The Habits We Learn
We are all imperfect people. We live in a fallen world, and sin is a reality we all deal with. We all have pain and dysfunction in our spirits to some degree unless we have dealt with it. And we all struggle to overcome the negative habits and patterns of our past. We are all victims of the lies the enemy has whispered into our spirits, and none of us have come away from our past without wounds.
God never expects us to be perfect parents, and I have no intention of placing undue guilt on those who are struggling. But it’s also important that we not sweep this spiritual truth under the rug. What we do matters. It matters to God, and it matters to our children.
How we live sets the tone for our family for generations to come. It’s a law of the universe, set in place by the Creator himself.
If you grew up in an angry household, chances are good that you struggle with anger issues. Have you ever heard someone say they were born with a hot temper? I honestly don’t think that’s possible. I don’t think a temper is something you are born with. A person might be born with a propensity toward certain moods or dispositions, but a temper is something you learn. A temper is allowing yourself to strike out in anger when something doesn’t go your way. And it’s a learned response.
If you grew up seeing your parents impulsively lash out when they got angry, chances are good that you learned that response at home. Or you may have learned it from a friend or close relative. But I don’t believe you were born with that trait. You learned it. And anything you learn can be unlearned. A temper is something that people can teach themselves to control.
Abuse is one of the more damaging patterns of behavior that we learn. People who grow up in homes where family members are abused, either physically or emotionally, are more likely to repeat that pattern when they have families of their own.
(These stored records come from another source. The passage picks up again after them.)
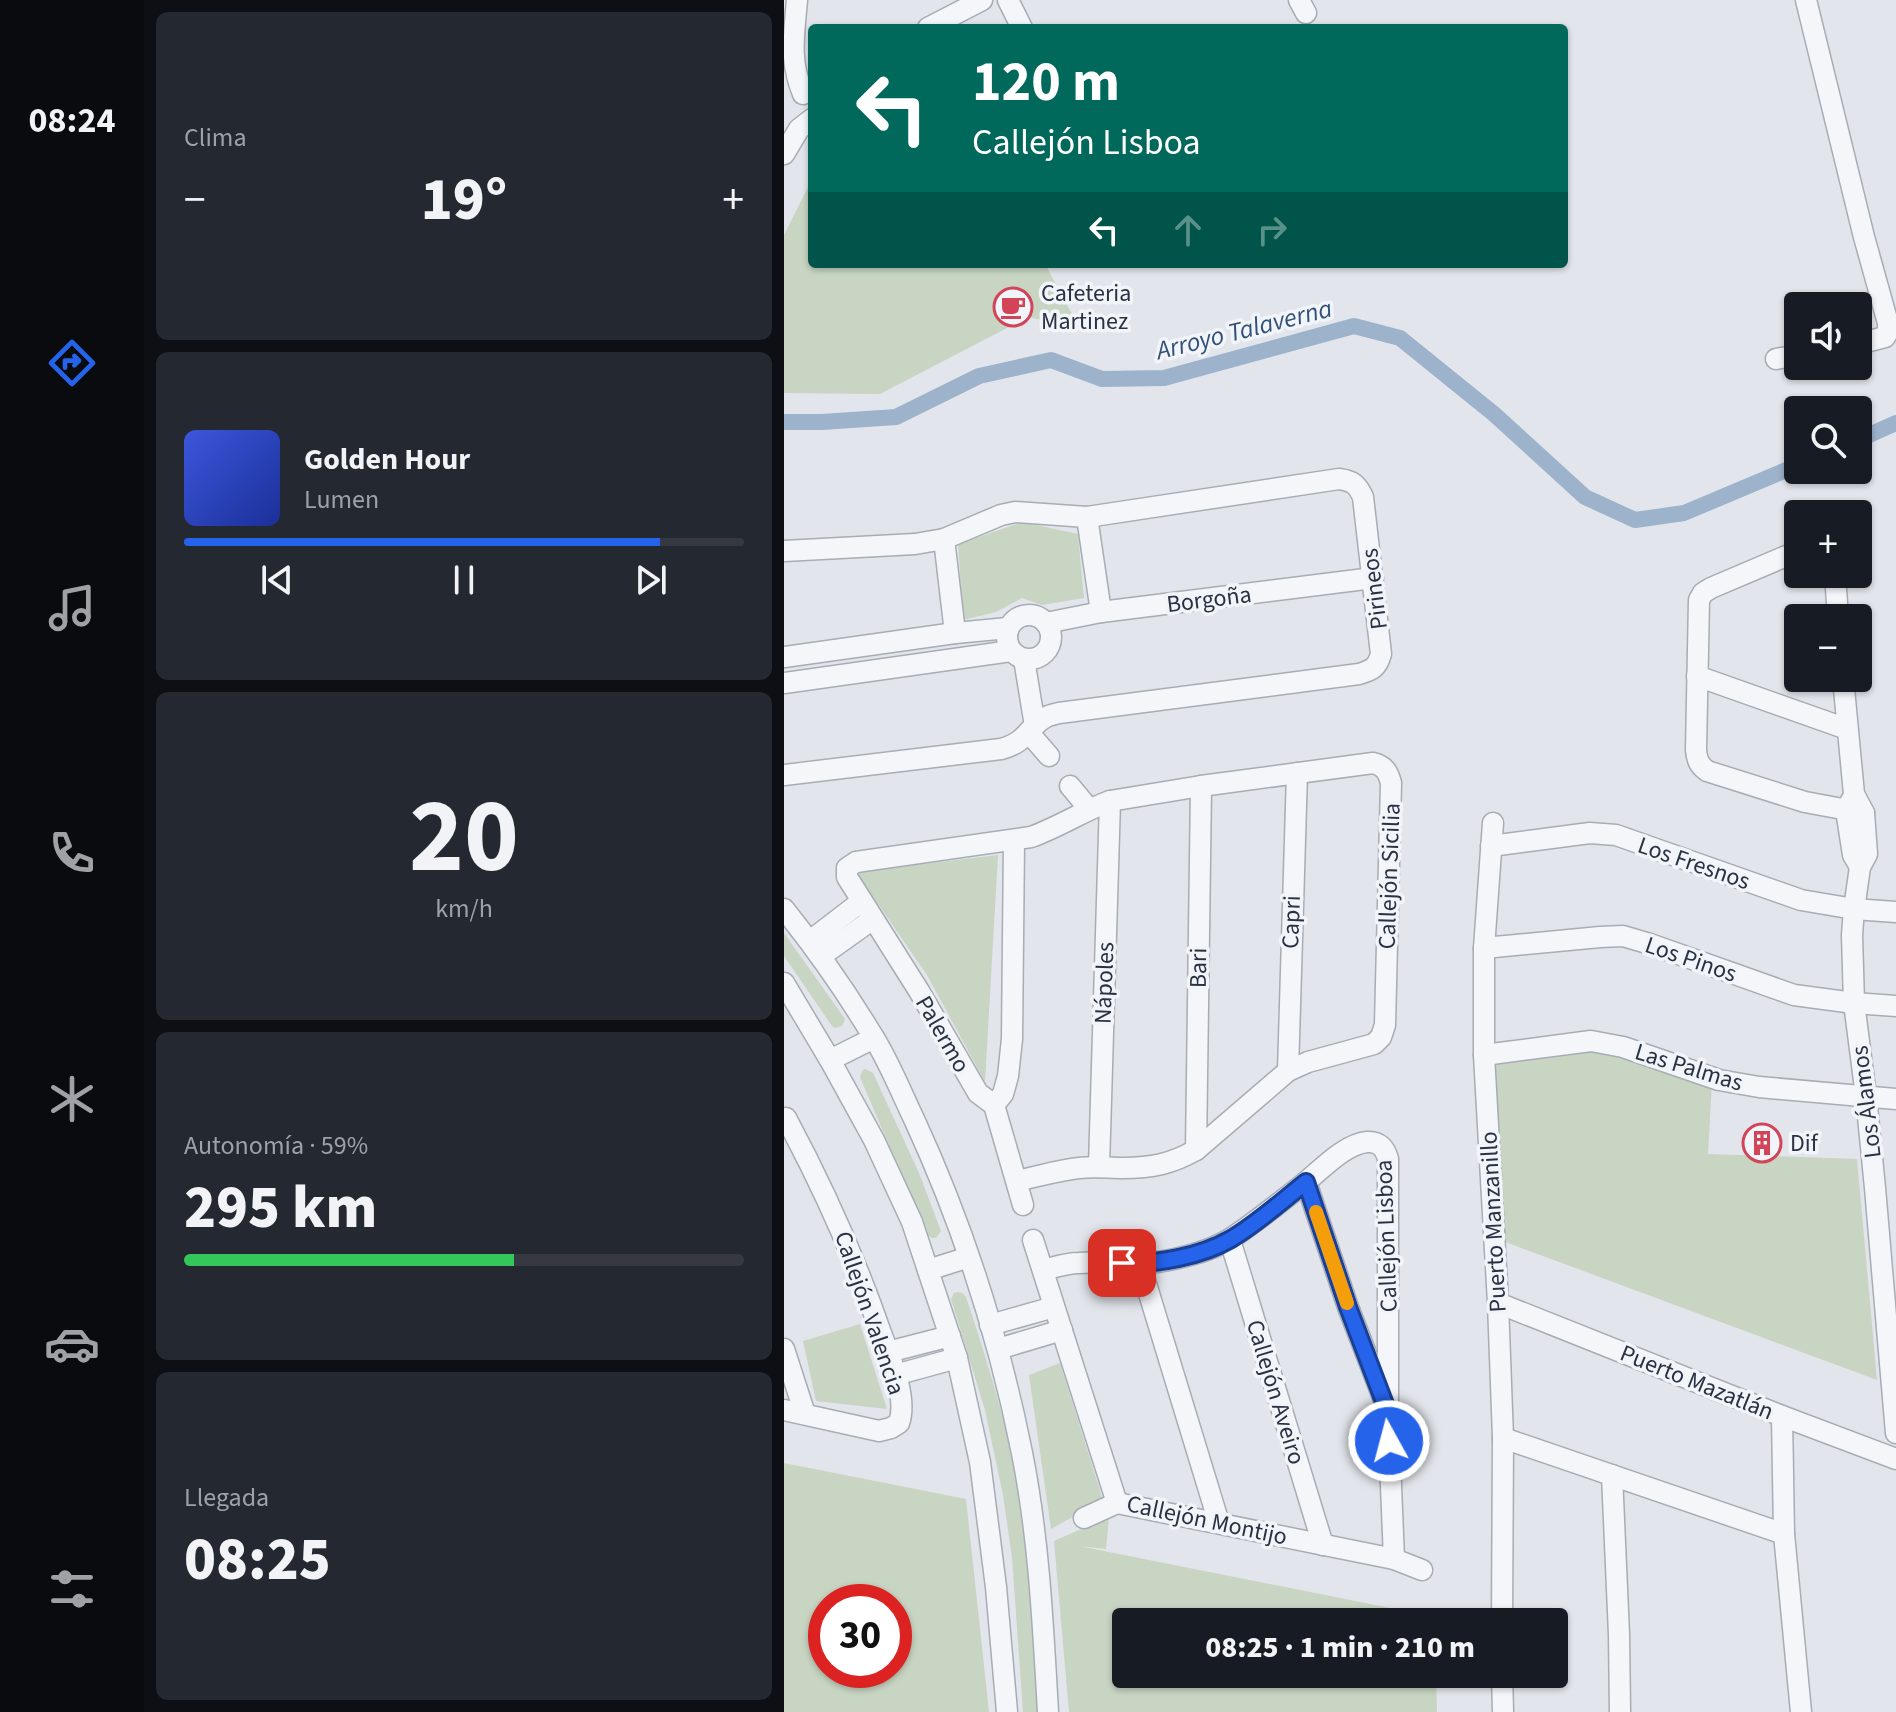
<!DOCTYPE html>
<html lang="es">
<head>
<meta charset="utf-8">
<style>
	:root { --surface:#171b24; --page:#242831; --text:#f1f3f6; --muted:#9ea1a6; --line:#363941; --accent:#2563eb }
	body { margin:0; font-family:"Source Sans 3",sans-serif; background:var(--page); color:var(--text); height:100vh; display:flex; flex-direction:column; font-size:30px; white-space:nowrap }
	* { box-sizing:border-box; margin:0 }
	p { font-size:26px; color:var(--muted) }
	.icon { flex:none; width:44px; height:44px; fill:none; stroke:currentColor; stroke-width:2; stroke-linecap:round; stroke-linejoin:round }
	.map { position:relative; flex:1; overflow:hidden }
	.details { display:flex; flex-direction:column; gap:12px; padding:12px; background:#0d0f14; width:640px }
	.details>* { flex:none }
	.top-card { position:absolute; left:24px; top:24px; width:760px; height:244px; border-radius:8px; box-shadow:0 2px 6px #0004; background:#00695c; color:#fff; overflow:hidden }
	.fabs { position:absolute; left:1000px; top:292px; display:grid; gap:16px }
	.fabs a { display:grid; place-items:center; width:88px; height:88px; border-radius:8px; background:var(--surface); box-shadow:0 2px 6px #0004; font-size:40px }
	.speed { position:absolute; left:24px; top:1584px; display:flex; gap:16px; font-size:40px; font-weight:700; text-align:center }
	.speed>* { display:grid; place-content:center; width:104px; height:104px; border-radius:50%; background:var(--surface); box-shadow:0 2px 6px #0004; line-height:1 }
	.speed .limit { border:12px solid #d22; background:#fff; color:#111 }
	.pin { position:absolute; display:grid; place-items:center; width:68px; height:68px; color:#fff; margin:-34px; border-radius:16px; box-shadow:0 4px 12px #0006 }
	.me { position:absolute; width:88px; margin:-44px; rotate:353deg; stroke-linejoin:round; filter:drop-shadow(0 0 6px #0008) }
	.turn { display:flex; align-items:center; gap:28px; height:168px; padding:0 32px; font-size:36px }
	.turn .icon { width:104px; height:104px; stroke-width:2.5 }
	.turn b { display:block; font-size:56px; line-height:68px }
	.lanes { display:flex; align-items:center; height:76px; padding:0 32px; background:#0003; justify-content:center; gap:40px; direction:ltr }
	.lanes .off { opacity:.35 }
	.big { font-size:60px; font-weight:800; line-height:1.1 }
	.details .tile { flex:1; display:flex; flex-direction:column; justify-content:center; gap:12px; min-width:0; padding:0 28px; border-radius:12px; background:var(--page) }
	.details .dial { align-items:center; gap:0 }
	.dial b { font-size:104px; line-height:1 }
	.song { display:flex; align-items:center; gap:24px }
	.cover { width:96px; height:96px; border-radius:12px; background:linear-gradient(135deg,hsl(230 70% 55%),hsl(230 70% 35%)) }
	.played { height:8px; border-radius:4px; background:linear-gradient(90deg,var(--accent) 85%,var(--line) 85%) }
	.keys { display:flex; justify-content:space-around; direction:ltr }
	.heat { display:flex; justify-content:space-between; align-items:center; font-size:44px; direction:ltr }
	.charge { height:12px; border-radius:6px; background:linear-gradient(90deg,#34c759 59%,var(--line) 0) }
	.trip { position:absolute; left:328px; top:1608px; width:456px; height:80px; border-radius:8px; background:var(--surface); box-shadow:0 2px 6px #0004; font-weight:800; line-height:80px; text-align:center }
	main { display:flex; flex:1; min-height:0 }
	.tabs { display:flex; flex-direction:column; width:144px; justify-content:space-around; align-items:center; background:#090b0e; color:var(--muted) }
	.tabs .icon { width:56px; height:56px }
	.tabs .current { color:var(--accent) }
	.tabs b { font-size:36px; color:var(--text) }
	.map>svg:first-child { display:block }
	.green { fill:#c7d5c2; fill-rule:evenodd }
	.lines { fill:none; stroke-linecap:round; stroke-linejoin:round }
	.canal { stroke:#9cb3cb; stroke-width:16 }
	.minor-casing { stroke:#a7acb5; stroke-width:23 }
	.minor { stroke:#f5f6f9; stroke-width:20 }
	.route-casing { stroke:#184099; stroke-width:20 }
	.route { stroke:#2563eb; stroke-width:14 }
	.slow { stroke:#f59e0b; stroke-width:14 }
	.labels { text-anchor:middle; stroke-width:7; stroke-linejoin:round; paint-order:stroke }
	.poi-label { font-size:24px; fill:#293243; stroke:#f1f4f8; text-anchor:start }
	.street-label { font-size:24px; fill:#293243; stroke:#f1f4f8 }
	.water-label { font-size:26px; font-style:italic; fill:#325178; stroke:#f1f4f8 }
</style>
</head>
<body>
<main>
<nav class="tabs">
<b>08:24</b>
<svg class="icon current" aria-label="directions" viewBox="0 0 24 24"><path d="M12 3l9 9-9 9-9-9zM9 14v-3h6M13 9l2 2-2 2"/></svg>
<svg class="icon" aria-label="music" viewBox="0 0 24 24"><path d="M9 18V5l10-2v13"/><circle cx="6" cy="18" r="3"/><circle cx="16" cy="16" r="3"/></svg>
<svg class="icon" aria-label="phone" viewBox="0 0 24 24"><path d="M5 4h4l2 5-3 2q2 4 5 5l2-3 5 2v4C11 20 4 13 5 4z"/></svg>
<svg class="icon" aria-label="climate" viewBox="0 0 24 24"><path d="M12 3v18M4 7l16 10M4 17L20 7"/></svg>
<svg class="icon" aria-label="car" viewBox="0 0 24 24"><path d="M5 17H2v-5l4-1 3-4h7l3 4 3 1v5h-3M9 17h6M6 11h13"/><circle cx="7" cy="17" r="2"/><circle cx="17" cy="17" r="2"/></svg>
<svg class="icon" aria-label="filters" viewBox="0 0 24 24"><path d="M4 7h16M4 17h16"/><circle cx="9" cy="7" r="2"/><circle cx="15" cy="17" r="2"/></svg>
</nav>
<section class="details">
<div class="tile"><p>Clima</p>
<div class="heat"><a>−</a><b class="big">19°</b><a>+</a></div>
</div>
<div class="tile">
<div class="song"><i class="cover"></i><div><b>Golden Hour</b><p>Lumen</p></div></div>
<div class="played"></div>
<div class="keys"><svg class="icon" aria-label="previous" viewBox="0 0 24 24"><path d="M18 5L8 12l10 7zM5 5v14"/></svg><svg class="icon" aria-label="pause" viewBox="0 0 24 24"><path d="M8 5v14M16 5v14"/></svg><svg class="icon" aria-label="next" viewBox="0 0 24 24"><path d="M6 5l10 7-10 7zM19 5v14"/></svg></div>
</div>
<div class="tile dial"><b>20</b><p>km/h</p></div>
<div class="tile"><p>Autonomía · 59%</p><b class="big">295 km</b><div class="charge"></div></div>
<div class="tile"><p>Llegada</p><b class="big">08:25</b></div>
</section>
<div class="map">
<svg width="1112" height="1712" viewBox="0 0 1112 1712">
	<rect width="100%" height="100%" fill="#e2e5eb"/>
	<!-- green -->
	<g class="green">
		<path d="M 28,179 L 28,264 L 261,264 L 296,329 L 244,317 L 96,394 L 0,393 L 0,235 Z"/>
		<path d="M 238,522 L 294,534 L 300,598 L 258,605 L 238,598 L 212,612 L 179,620 L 174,544 Z"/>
		<path d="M 214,855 L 201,1082 L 143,975 L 72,872 Z"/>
		<path d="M 0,933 L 61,1019 L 58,1026 L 51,1028 L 48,1026 L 0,956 Z"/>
		<path d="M 804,1043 L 928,1083 L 924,1154 L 1073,1159 L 1093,1380 L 716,1240 L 704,1064 Z"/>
		<path d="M 81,1069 L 89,1073 L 135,1173 L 157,1231 L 152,1238 L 148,1238 L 143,1235 L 76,1077 L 78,1071 Z"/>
		<path d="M 174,1292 L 178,1293 L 182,1297 C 198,1346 214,1394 225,1444 C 243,1532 249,1622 254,1712 L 239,1712 L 228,1557 L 219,1495 L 201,1410 L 167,1299 L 170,1293 Z"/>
		<path d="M 76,1324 L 103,1409 L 32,1401 L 19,1341 Z"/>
		<path d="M 276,1363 L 319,1500 L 267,1529 L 245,1375 Z"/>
		<path d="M 0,1463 L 182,1499 L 205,1712 L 0,1712 ZM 42,1602 L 110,1602 L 110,1670 L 42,1670 Z"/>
		<path d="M 325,1517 L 322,1549 L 295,1546 L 651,1617 L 651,1622 L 342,1622 L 342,1674 L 652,1674 L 653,1712 L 285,1712 L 270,1541 Z"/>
	</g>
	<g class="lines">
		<!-- canal -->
		<g class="canal">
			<path d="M 0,422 L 38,422 L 112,417 L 195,376 L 267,360 L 318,379 L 380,378 L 570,326 L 616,338 L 710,414 L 801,497 L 851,520 L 900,513 L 1014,465"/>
			<path d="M 1074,440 L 1112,423"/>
		</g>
		<defs>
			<g id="minor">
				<path d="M 13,0 C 10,36 5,60 19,94"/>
				<path d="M 224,0 L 238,28"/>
				<path d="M 515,0 L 522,13"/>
				<path d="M 1022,0 L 1080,237 L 1104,323 L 1104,332 L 1101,337 L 1074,344"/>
				<path d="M 144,28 L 198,0"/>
				<path d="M 0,154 L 15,129 L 28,119"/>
				<path d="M 992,359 L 1014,355"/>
				<path d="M 303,517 L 317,612"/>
				<path d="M 160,539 L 171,633"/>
				<path d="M 0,551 L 131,544 L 160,539 L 217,515 L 231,512 L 303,517 L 555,479 C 569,481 573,484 579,497 L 597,654 C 593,668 588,670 575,674 L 275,713 C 271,714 266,715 262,717 C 242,728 244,742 217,749 L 0,775"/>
				<path d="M 1014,551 L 927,588 L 919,593 L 915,600 L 912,750 C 913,760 915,765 923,771 L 1021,802 L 1080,813"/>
				<path d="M 1051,574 L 1054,618"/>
				<circle cx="245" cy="637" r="22"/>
				<path d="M 262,623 L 317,612 L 589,578"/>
				<path d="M 0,657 L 171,633 L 224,628"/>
				<path d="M 240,659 L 251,726"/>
				<path d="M 913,676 L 1063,729"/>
				<path d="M 1059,678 L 1070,794 L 1080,813 L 1083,854 L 1076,867 L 1070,909 L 1068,935 L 1070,1003 L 1082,1096 L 1091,1188 L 1112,1433"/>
				<path d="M 0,683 L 227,651"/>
				<path d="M 245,733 L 265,756"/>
				<path d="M 286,786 L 305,809"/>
				<path d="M 1068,799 L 1062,810 L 1069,855 L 1076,867"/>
				<path d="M 709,823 L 700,948 L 700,1055 L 714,1303 L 719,1438 L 718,1622"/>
				<path d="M 707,846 L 806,833 L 832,835 L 1017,900 L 1070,909 L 1112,912"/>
				<path d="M 0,909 C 33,950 63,993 90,1038 C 106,1064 117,1092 130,1119 C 179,1225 215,1338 238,1453 C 255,1538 259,1625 264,1712"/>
				<path d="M 26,941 L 78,901"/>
				<path d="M 700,948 L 816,937 L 839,936 L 866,944 L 1010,995 L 1070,1003 L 1112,1006"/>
				<path d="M 37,956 L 89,919"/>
				<path d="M 0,983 L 46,1060 L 90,1140 L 128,1222 L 173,1358 L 196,1462 L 212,1587 L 223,1712"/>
				<path d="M 700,1055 L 807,1041 L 839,1047 L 935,1080 L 975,1087 L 1112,1099"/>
				<path d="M 46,1060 L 90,1038"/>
				<path d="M 504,1071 L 513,773"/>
				<path d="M 210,1105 L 219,1094 L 224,1076 L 228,1039 L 230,840"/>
				<path d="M 412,1150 L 417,786"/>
				<path d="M 315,1166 L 326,801"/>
				<path d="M 232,1181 C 253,1177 274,1170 295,1168 C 310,1166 324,1168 339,1168 C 368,1168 387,1164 412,1150 L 504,1071 L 524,1062 L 590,1044 L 597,1037 L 601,1025 L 607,783 C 604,772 601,766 589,763 L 417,786 L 326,801 C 299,811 275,827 247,837 L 72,862 L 63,868 L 63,877 L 135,991 L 194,1093 L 210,1105 L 239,1205"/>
				<path d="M 522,1182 L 564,1307 L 600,1400"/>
				<path d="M 249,1240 L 333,1503"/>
				<path d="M 446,1240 L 539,1545"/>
				<path d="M 356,1264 L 435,1523"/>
				<path d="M 144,1270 L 185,1257"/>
				<path d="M 259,1270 C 271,1267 283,1263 295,1263 C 315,1261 336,1265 356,1264 C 383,1262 426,1253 449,1237 C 473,1221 495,1203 517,1186 C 535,1172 560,1144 583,1142 C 595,1141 601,1148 604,1159 L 604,1412 L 610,1559"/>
				<path d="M 714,1303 L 998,1416 L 1112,1459"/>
				<path d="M 206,1325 L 270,1307"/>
				<path d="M 0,1349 L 21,1414"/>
				<path d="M 214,1349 L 278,1330"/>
				<path d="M 104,1352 L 166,1336"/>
				<path d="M 111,1375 L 173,1358"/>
				<path d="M 0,1410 L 95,1431 L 107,1428 L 115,1423 C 124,1398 106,1357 97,1333 C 71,1258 39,1187 2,1118"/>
				<path d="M 998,1416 L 1000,1534 L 1017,1712"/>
				<path d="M 719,1438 L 1000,1534"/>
				<path d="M 828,1475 L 835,1634 L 836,1712"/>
				<path d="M 333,1503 L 610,1559 L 638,1570"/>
				<path d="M 300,1518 L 333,1503"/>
				<path d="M 718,1674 L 719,1712"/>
			</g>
		</defs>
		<!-- minor casing -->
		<use href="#minor" class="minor-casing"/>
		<!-- minor -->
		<use href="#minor" class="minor"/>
	</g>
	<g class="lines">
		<defs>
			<path id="route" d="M 338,1263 C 371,1265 418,1256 447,1239 C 474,1223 498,1201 522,1182 L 564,1307 L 604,1412 L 605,1441"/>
		</defs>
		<!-- route casing -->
		<use href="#route" class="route-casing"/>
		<!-- route -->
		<use href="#route" class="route"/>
		<!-- slow -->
		<path class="slow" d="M 532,1212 L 563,1303"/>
	</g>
	<!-- icons -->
	<defs>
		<symbol id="cafe-ring" viewBox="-11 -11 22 22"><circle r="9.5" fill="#f1f4f8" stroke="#d24458" stroke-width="1.5"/><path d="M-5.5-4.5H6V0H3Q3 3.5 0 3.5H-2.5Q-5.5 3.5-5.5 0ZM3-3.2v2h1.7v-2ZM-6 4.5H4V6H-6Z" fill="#d24458"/></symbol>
		<symbol id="building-ring" viewBox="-11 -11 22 22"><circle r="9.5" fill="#f1f4f8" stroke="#d24458" stroke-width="1.5"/><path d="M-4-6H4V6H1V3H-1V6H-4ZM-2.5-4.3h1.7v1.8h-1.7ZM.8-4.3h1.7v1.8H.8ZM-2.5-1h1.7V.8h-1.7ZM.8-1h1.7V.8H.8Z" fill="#d24458"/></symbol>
	</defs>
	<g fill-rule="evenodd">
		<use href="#cafe-ring" x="207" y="285" width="44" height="44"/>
		<use href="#building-ring" x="956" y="1121" width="44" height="44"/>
	</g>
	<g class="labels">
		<!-- poi labels -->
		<g class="poi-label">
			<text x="257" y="301">Cafeteria<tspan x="257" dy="28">Martinez</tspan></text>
			<text x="1006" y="1151">Dif</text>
		</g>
		<!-- street labels -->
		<g class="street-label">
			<text transform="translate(590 589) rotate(-97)" y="8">Pirineos</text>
			<text transform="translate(425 599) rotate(-7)" y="8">Borgoña</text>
			<text transform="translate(910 863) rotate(19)" y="8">Los Fresnos</text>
			<text transform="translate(605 876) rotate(-88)" y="8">Callejón Sicilia</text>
			<text transform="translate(507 922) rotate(-88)" y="8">Capri</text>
			<text transform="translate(907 959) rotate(19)" y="8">Los Pinos</text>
			<text transform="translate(414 968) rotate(-89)" y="8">Bari</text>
			<text transform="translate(320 983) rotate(-88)" y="8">Nápoles</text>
			<text transform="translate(159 1034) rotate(60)" y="8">Palermo</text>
			<text transform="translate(905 1067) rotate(17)" y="8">Las Palmas</text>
			<text transform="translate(1082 1102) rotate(-97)" y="8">Los Álamos</text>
			<text transform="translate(709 1222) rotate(-93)" y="8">Puerto Manzanillo</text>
			<text transform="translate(602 1236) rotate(-92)" y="8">Callejón Lisboa</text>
			<text transform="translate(86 1313) rotate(71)" y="8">Callejón Valencia</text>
			<text transform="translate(913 1382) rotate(22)" y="8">Puerto Mazatlán</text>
			<text transform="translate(492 1392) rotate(73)" y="8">Callejón Aveiro</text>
			<text transform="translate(423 1520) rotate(12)" y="8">Callejón Montijo</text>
		</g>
		<!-- water labels -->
		<g class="water-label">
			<text transform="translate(460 329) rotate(-14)" y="9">Arroyo Talaverna</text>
		</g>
	</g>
</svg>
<div class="fabs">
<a><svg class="icon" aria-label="sound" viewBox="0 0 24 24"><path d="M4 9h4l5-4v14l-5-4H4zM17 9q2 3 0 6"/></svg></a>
<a><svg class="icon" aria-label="search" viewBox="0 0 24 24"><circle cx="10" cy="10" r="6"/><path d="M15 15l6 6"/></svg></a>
<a>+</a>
<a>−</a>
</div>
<div class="speed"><div class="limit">30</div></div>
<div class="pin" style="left:338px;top:1263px;background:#d93025"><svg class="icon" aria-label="arrive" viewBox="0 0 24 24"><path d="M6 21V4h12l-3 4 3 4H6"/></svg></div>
<svg class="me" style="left:605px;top:1441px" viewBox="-20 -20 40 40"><circle r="17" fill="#2563eb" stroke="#fff" stroke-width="3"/><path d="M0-11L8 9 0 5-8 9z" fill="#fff"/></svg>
<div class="trip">08:25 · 1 min · 210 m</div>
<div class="top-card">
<div class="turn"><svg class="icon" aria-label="left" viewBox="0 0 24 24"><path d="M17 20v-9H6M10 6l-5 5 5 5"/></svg><div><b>120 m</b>Callejón Lisboa</div></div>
<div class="lanes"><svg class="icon" aria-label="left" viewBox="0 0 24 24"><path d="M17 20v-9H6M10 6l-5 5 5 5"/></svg><svg class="icon off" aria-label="ahead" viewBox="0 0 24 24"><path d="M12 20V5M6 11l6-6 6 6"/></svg><svg class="icon off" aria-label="right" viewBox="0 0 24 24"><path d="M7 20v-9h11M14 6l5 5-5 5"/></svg></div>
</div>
</div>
</main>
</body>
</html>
They learned from their parents that when you get mad, you hit. When someone makes you angry, you lash out at them verbally and/or physically. When we see our parents relating that way, we are far more likely to follow their example than we are to shun it and take a different approach.
The Habits We Repeat
How many times as a child did you see your parents act a certain way or speak a certain phrase, and then say to yourself, “I’m never going to do that when I grow up”? Chances are good that once you started having kids of your own, you found yourself doing the exact thing you said you’d never do.
Then I had kids. And the ﬁrst time I saw them acting up, I raised my hand and snapped my ﬁngers at them, just like my dad used to do. I didn’t even know it was loaded. It just went o! without notice. I distinctly remember thinking to myself, “Where did that come from?”
How did your parents resolve conﬂicts when you were young? Did they hit? Did they scream? Did they curse? Did they get angry and stop speaking for days on end? Did they emotionally or physically abuse each other?
Today, do you ﬁnd yourself repeating those same patterns of behavior? If so, it’s time to unlearn the things you learned from your parents. At some point you have to stop and say to yourself, “Enough is enough!” At some point in life you have to recognize the negative patterns of relating and decide once and for all to put them behind you and change the course of your future. What you saw at home is likely the pattern you’ve repeated in your own marriage. Your attitude toward your spouse is likely the same attitude you experienced from your parents as a child.
These are the questions we all need to ask ourselves. These are the things we need to assess and reevaluate in our lives, because these are the things that are putting direct pressure on the lives of our children. These are the things that are likely causing them to bend and twist as they ﬁght to navigate their future. These are the habits and patterns of behavior that they will be struggling with in their own lives and families.
If your parents had a certain “bent,” and you see the same bent in your own life, it’s time to confront the problem head-on before it passes to your children’s children.
There are some things out of our control. We can’t control our blood- line. We can’t change what was done by generations before us. We can’t control those negative patterns of behavior that our parents struggled with. We can’t do anything about the damaging and destructive habits we saw as children.
But we can control what our children experience. We can change the way we choose to relate to our families and our spouses. We can control what we do with our own pain and dysfunction.
We can take responsibility for the things we say and the way we act at home. We are all free to rise above our circumstances. We are free to forgive the sins of our past and move forward.
We are all free to change. And with the help of God’s Spirit, we have the power to change as well.
No one has to pass on a legacy of pain. We all have the power to choose the legacy we leave behind.
- We are all living between generations, and we all have two legacies that face us. The ﬁrst is the legacy that has gone before us. The second is the legacy we will leave behind.
- When parents live in sin and disobedience to God it puts tremendous pressure on their children, making it difficult for them to grow up healthy—both spiritually and emotionally.
- The behaviors we witnessed from our parents are likely some of the same traits and habits we will model for our own children. These behaviors, both good and bad, will have a marked impact on our children’s future, often for generations to come.